Four-Hour Lamb

I’m sure you all know by now how much I love slow-cooking methods. Waiting 4 hours for this leg of lamb is worth every minute!

Pierre Koffman, one of the most talented and famous chefs in the UK and Europe, featured this recipe (or one very similar) in one of his books. I tried it, loved it and now I’m just passing it on.
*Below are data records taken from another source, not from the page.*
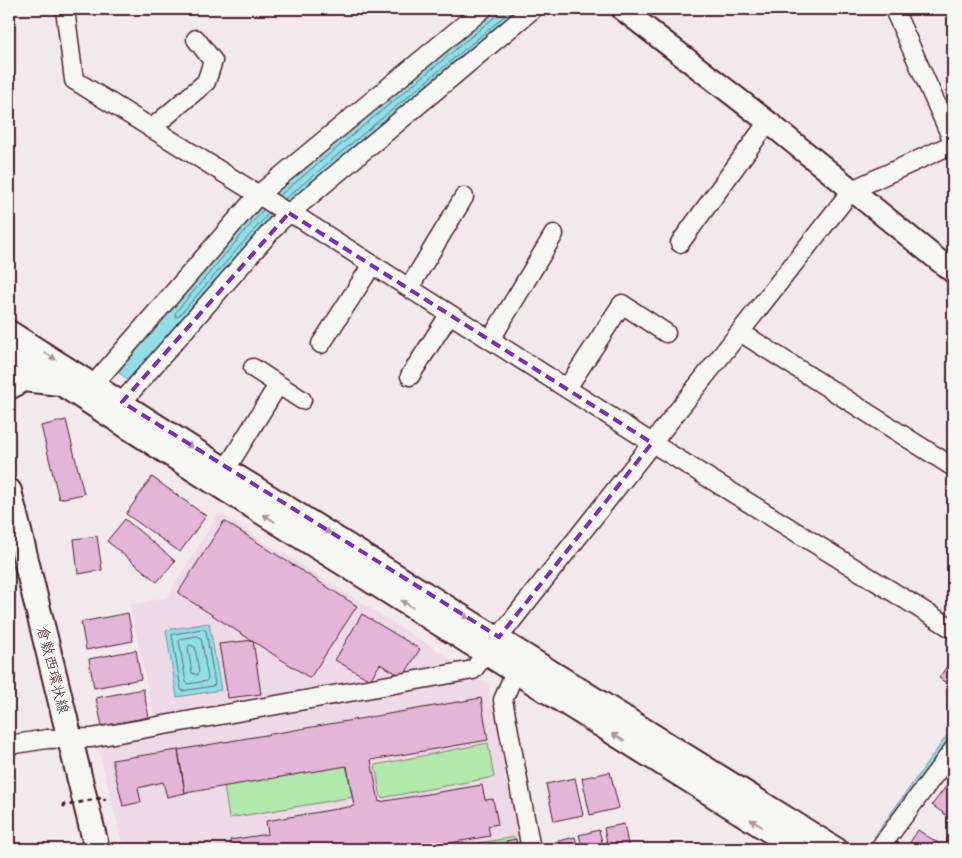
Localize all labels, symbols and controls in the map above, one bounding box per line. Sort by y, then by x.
one-way arrow [44,352,57,361]
one-way arrow [181,439,194,449]
one-way arrow [262,513,276,522]
one-way arrow [319,525,332,534]
one-way arrow [400,599,413,609]
one-way arrow [457,611,470,620]
street label: 倉敷西環状線 [33,624,73,716]
one-way arrow [612,733,625,742]
one-way arrow [750,819,763,828]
It’s that good.

This recipes uses a leg of lamb, which will feed eight people generously.


For the Vegetable Mirepoix

  • 2 onions, diced
  • 2–3 carrots, diced
  • 1 leek, diced
  • 2–3 celery sticks, diced

For the Lamb

  • 1 leg of lamb
  • Fresh thyme sprig
  • 1 bay leaf
  • 65 g ( oz) butter
  • 100 g (4 oz) garlic, tied in muslin
  • 1 bottle of white wine
  • Cooking oil
  • 900 ml ( pints) Chicken Stock or alternative
  • Salt and pepper


Pre-heat the oven to 180°C/350°F/Gas Mark 4. Soften the mirepoix vegetables, thyme and bay leaf in 15 g (½ oz) of butter in a deep ovenproof braising pan. Once softened, add the bag of garlic cloves and the white wine. Bring to the boil and reduce the wine by three-quarters. While the vegetables and wine are cooking, season the leg of lamb and brown all over in a hot frying-pan with the cooking oil. Once coloured, put the lamb in the braising pan. Add the chicken stock and top with water, so the lamb is half-covered. Return to the simmer and cover with a lid. Cook the lamb in the oven for 4 hours. I like to turn the lamb over after 2 hours, so it cooks evenly.
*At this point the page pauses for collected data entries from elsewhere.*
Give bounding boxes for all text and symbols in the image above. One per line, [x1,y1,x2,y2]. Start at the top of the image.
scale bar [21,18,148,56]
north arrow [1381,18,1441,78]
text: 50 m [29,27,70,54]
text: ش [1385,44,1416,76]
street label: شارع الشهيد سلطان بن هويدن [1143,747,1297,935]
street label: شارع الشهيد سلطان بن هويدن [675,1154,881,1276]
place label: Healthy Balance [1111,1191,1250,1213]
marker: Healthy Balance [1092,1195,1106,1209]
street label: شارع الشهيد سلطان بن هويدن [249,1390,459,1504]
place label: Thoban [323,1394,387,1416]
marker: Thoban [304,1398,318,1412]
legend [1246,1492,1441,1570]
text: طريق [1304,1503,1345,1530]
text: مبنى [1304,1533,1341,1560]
After 4 hours, remove the lamb which will now be very tender. Leave to rest. Strain and reduce the liquor by half or more. Taste the stock for strength: a really good, strong stock will give a better finish to the sauce. About 300 ml (10 fl oz) of well-reduced stock should be plenty. Take the almost puréed garlics from the bag and press them to a smooth paste. Add this paste as a thickener to the sauce and then whisk in the remaining 50 g (2 oz) butter. The sauce is now finished. Carve the lamb or break it into chunks. Spoon over the sauce and serve.